Closed srikanthmalla closed 5 years ago

srikanthmalla commented 5 years ago

Hi Brian,

  1. When I print the processed data information for HEV-I (from the your .pkl data): session, frame_id, flow, ego_motion, bounding box 201806061148002559_432.pkl (82,) (82, 5, 5, 2) (92, 3) (92, 4) why are they not equal?

  2. for the ego motion: did you use CAN information for [yaw, tx, ty] for HEV-I? and did what are the units, if not?

MoonBlvd commented 5 years ago

@srikanthmalla

  1. because the ego_motion and bounding box include future 10 frames ground truth, used for training and evaluation. We didn't need flow from 82 to 92 frames so we didn't prepare them. This is not perfect but this is what we did last year.

  2. I didn't use CAN. I used ORB-SLAM and then wrote a script to compute up-to-scale [yaw, tx, ty]. I would suggest you to use CAN because it's available (it was not...) and it's apparently more accurate.
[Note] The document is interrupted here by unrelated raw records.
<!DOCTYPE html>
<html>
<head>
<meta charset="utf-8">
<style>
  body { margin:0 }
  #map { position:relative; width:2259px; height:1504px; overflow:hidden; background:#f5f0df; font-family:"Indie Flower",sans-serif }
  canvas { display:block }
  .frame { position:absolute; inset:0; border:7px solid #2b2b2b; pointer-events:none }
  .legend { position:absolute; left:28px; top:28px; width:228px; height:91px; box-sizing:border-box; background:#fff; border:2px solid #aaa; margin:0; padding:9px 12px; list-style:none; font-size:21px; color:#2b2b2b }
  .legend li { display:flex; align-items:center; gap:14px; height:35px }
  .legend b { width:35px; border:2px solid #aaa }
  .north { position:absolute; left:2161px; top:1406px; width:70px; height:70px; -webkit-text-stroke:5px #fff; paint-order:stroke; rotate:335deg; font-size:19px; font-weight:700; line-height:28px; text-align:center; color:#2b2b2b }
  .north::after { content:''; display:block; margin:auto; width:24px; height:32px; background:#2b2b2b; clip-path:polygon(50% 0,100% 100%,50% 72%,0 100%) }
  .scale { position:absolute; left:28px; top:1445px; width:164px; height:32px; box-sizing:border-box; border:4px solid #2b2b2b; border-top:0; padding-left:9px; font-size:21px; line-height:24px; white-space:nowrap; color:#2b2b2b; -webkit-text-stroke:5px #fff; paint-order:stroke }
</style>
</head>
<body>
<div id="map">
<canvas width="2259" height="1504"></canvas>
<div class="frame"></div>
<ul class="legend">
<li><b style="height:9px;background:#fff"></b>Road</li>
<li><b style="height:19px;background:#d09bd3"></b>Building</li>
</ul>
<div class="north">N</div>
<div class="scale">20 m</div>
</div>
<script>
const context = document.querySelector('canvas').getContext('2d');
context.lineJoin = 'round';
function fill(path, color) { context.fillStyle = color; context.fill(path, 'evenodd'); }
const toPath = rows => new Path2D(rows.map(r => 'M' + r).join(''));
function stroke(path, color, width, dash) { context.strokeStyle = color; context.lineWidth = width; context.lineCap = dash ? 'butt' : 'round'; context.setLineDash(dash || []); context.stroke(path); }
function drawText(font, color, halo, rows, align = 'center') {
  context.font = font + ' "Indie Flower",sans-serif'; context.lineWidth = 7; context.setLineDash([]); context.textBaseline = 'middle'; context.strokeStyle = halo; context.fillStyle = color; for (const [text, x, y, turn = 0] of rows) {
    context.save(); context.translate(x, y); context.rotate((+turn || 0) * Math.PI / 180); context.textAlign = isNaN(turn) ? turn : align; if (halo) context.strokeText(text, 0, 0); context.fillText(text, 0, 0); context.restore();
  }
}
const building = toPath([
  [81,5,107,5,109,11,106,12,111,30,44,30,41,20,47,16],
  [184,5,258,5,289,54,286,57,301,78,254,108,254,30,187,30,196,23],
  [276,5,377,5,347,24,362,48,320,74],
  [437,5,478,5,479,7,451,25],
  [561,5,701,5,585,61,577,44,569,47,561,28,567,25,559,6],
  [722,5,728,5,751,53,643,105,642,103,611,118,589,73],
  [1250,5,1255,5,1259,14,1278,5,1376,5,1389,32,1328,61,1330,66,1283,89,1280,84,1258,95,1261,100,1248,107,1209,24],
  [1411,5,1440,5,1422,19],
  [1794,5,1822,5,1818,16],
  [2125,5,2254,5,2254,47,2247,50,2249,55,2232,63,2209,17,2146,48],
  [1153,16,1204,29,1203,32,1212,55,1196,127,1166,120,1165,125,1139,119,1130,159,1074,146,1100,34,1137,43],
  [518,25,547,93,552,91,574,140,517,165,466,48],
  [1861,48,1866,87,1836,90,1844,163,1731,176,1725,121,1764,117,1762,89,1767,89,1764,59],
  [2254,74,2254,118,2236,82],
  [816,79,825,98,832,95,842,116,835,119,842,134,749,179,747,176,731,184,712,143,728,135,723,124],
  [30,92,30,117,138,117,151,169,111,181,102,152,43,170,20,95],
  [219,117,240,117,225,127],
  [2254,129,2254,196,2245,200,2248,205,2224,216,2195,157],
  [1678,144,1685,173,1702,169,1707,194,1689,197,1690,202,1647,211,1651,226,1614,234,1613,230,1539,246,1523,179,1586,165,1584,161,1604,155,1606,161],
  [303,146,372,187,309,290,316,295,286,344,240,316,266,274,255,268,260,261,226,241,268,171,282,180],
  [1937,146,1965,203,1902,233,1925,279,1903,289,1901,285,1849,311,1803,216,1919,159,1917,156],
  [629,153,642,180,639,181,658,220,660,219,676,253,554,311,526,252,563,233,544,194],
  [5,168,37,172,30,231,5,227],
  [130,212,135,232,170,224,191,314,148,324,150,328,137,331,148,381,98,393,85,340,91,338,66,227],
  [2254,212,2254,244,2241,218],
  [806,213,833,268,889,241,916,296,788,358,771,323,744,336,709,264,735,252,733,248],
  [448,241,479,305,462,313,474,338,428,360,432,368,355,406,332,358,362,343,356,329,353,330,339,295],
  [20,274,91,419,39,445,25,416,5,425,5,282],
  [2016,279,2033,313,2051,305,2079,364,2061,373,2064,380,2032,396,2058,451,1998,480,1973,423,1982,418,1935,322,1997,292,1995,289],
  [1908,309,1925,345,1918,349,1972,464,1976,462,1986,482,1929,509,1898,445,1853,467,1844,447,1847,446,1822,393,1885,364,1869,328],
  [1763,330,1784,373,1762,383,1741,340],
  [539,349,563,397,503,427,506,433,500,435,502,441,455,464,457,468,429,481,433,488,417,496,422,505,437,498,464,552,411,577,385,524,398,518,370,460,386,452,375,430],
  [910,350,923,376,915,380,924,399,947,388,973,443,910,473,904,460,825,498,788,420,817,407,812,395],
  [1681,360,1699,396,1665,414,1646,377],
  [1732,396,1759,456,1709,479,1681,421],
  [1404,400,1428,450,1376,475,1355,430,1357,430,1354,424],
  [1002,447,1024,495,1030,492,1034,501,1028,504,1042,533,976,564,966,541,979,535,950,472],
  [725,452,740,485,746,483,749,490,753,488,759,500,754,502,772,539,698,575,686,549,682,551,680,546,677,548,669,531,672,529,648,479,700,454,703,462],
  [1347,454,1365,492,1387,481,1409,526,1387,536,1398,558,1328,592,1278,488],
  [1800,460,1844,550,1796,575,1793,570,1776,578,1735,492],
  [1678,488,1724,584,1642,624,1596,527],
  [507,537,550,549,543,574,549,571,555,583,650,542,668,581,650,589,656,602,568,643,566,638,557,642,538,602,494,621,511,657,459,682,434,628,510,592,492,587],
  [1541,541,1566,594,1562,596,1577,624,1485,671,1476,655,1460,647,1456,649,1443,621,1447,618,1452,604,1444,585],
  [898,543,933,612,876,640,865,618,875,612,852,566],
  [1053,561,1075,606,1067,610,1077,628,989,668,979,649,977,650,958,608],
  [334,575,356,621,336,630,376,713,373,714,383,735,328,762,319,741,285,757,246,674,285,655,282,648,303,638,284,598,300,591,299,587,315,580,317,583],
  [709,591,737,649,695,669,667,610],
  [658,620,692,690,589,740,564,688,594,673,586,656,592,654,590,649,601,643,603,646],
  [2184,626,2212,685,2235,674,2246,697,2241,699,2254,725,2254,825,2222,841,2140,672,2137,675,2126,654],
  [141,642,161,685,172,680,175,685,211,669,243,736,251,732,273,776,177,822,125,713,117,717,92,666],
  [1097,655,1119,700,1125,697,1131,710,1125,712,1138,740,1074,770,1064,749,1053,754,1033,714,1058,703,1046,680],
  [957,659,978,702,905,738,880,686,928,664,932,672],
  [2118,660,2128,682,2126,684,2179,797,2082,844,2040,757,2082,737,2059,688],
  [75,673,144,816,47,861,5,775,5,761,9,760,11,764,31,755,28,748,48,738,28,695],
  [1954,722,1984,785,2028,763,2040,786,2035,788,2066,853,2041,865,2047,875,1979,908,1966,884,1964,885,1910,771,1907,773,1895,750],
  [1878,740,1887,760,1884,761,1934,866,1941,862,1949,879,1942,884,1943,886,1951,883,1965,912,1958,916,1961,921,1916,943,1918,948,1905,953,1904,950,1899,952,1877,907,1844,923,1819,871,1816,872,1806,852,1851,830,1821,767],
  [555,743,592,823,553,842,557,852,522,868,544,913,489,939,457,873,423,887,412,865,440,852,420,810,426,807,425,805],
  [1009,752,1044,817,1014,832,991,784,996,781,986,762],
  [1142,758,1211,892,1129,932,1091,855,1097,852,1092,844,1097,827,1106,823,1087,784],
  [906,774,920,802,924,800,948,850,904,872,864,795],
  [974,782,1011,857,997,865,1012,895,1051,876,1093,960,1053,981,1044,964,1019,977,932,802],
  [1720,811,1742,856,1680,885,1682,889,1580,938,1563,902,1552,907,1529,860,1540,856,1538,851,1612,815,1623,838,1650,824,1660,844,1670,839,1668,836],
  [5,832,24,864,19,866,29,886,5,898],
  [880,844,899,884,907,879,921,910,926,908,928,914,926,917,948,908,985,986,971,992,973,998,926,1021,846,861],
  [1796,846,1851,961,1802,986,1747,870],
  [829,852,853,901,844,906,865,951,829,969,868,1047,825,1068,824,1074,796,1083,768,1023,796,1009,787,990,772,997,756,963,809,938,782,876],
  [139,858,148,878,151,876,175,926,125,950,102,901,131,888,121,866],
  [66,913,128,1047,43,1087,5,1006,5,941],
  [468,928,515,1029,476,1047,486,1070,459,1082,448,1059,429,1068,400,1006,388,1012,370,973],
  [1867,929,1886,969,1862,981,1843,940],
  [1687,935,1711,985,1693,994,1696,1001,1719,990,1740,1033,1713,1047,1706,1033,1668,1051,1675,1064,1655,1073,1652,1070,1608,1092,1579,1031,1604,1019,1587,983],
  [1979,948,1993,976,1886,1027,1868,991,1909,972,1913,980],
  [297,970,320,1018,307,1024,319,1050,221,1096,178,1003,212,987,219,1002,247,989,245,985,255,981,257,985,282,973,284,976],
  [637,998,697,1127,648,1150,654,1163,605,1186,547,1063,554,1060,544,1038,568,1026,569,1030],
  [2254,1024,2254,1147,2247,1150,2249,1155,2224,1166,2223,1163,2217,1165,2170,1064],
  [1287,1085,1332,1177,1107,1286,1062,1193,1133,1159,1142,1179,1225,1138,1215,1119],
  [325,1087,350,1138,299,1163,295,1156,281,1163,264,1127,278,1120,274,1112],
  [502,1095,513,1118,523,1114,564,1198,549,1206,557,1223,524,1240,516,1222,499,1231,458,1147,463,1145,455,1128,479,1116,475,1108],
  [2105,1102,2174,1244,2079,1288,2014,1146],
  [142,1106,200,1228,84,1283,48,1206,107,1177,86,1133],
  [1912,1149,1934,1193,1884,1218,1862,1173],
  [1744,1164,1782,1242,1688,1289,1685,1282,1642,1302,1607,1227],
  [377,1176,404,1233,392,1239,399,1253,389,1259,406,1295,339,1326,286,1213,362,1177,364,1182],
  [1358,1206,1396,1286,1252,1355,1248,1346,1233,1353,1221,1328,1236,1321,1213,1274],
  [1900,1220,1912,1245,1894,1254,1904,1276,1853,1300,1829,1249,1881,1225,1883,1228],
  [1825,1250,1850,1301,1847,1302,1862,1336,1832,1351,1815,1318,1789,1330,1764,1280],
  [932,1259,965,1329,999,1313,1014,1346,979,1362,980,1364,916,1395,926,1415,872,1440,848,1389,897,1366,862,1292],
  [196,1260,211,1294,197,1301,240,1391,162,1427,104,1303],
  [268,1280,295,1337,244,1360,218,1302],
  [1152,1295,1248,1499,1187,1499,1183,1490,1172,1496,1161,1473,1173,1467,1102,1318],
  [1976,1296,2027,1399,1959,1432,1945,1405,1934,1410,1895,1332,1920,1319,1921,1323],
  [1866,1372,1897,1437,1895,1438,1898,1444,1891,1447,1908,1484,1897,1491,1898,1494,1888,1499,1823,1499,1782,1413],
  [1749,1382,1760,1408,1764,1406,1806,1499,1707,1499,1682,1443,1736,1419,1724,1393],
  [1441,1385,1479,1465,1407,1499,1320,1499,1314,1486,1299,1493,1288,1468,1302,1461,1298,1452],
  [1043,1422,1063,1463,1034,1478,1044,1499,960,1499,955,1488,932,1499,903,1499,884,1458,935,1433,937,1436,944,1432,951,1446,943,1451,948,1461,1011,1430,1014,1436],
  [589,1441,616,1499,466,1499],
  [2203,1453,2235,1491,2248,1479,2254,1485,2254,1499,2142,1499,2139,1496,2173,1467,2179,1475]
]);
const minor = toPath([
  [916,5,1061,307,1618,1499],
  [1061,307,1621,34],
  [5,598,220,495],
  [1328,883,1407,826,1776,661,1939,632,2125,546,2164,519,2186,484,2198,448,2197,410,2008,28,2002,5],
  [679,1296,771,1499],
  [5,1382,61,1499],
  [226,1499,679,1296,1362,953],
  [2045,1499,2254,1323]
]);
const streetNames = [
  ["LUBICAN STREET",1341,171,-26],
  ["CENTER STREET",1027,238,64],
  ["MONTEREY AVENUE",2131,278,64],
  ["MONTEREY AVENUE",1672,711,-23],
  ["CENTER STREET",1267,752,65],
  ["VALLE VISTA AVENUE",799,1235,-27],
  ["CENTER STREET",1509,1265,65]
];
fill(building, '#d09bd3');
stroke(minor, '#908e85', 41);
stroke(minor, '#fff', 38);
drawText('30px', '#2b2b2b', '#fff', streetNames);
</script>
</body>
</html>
Please let me know if you try CAN :)

srikanthmalla commented 5 years ago

Thanks Brian, Regarding 2, what do you mean by compute up-to-scale? is it in normalized coordinates (the usual monocular odometry way)?

MoonBlvd commented 5 years ago

@srikanthmalla Yes, the usual monocular odometry way. I used ORB-SLAM output without any change.